§ BRIEF:
Starting with the line that contains "Map reading. Dump" and stopping after the line that contains "Instruction: Serialize what", copy the entries below exactly. Include nothing else.
START SUPPLIED ENTRIES
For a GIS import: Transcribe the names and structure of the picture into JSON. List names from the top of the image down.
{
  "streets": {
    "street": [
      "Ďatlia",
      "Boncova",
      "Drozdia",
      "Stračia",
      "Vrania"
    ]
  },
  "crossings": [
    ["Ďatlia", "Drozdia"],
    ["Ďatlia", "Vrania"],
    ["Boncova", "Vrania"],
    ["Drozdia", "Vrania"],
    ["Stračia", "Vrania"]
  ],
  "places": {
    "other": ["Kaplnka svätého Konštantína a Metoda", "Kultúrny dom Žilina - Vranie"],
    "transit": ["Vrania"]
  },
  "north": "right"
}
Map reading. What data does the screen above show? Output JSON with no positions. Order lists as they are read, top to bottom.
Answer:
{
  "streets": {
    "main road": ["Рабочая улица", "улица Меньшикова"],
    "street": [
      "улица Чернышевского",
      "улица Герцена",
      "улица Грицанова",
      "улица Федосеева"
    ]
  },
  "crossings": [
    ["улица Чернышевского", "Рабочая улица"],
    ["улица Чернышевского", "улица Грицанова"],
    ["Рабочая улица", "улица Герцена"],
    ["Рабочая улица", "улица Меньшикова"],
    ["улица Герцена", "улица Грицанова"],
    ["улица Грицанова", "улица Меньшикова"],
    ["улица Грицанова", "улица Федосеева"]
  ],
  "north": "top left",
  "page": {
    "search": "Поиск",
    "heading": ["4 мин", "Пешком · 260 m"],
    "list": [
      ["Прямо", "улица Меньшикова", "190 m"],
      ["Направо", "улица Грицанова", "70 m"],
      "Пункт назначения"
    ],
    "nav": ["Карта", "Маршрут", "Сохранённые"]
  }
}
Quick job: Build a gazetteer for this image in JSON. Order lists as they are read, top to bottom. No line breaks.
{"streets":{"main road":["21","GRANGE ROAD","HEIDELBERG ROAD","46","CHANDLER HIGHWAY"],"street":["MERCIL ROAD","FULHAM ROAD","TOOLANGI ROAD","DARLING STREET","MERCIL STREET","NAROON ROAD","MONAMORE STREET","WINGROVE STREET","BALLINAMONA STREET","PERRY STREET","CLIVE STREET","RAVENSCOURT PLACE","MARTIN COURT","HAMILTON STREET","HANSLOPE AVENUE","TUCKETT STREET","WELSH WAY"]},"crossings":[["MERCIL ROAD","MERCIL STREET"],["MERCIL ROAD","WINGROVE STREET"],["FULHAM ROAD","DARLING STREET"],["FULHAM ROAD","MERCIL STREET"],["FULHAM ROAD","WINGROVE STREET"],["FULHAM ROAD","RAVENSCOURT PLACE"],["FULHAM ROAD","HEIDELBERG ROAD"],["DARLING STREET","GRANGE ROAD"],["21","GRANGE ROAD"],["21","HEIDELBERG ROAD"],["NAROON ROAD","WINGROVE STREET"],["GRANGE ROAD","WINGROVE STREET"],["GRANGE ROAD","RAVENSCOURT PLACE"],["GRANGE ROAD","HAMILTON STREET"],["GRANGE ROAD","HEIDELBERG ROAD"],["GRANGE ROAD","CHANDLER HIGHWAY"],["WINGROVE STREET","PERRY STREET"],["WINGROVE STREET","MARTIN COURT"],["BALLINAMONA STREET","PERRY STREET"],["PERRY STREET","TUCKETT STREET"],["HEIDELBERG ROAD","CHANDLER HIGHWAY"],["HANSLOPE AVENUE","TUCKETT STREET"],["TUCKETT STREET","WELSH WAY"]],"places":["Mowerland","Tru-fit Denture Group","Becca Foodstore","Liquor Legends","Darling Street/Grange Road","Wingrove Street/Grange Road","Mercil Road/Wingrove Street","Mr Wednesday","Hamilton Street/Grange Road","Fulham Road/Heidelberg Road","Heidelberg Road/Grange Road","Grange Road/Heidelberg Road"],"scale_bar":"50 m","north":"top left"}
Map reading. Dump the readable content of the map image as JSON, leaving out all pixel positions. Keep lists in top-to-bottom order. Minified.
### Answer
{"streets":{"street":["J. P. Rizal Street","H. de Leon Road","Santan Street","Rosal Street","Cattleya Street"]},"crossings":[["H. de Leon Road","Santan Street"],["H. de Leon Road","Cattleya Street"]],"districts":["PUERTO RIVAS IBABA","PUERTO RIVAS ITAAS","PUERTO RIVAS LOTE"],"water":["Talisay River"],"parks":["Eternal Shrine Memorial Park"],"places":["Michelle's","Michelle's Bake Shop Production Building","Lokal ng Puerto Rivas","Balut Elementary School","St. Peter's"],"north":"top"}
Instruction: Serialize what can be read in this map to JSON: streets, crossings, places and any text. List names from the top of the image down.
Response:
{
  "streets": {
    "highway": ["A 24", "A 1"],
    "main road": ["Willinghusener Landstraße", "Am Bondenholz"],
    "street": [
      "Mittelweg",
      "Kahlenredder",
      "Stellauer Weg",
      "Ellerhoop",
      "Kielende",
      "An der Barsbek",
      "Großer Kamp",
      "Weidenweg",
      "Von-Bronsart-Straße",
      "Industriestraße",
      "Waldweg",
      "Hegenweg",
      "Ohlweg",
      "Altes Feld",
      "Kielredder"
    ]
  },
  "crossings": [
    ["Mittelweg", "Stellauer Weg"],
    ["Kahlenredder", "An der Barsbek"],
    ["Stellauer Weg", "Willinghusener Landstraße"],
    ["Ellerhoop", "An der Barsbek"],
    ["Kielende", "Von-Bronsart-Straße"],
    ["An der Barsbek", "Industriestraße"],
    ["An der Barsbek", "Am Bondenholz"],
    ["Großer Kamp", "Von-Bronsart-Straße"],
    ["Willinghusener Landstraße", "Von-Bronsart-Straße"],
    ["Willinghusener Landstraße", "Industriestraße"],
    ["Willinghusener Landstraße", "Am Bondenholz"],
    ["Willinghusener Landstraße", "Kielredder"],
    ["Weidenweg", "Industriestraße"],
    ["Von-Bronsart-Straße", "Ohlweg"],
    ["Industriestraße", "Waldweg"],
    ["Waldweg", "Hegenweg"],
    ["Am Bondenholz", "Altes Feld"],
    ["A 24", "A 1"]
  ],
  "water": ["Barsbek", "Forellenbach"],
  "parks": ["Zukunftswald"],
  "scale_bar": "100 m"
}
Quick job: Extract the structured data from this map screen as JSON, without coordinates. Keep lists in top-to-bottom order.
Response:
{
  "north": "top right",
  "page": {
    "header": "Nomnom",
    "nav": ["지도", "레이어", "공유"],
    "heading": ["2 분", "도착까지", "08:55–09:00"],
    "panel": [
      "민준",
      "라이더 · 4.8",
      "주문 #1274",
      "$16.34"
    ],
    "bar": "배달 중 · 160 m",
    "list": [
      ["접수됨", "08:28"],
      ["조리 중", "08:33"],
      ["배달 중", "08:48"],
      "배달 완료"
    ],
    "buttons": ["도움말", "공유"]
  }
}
END SUPPLIED ENTRIES
§ RESULT:
Map reading. Dump the readable content of the map image as JSON, leaving out all pixel positions. Keep lists in top-to-bottom order. Minified.
### Answer
{"streets":{"street":["J. P. Rizal Street","H. de Leon Road","Santan Street","Rosal Street","Cattleya Street"]},"crossings":[["H. de Leon Road","Santan Street"],["H. de Leon Road","Cattleya Street"]],"districts":["PUERTO RIVAS IBABA","PUERTO RIVAS ITAAS","PUERTO RIVAS LOTE"],"water":["Talisay River"],"parks":["Eternal Shrine Memorial Park"],"places":["Michelle's","Michelle's Bake Shop Production Building","Lokal ng Puerto Rivas","Balut Elementary School","St. Peter's"],"north":"top"}
Instruction: Serialize what can be read in this map to JSON: streets, crossings, places and any text. List names from the top of the image down.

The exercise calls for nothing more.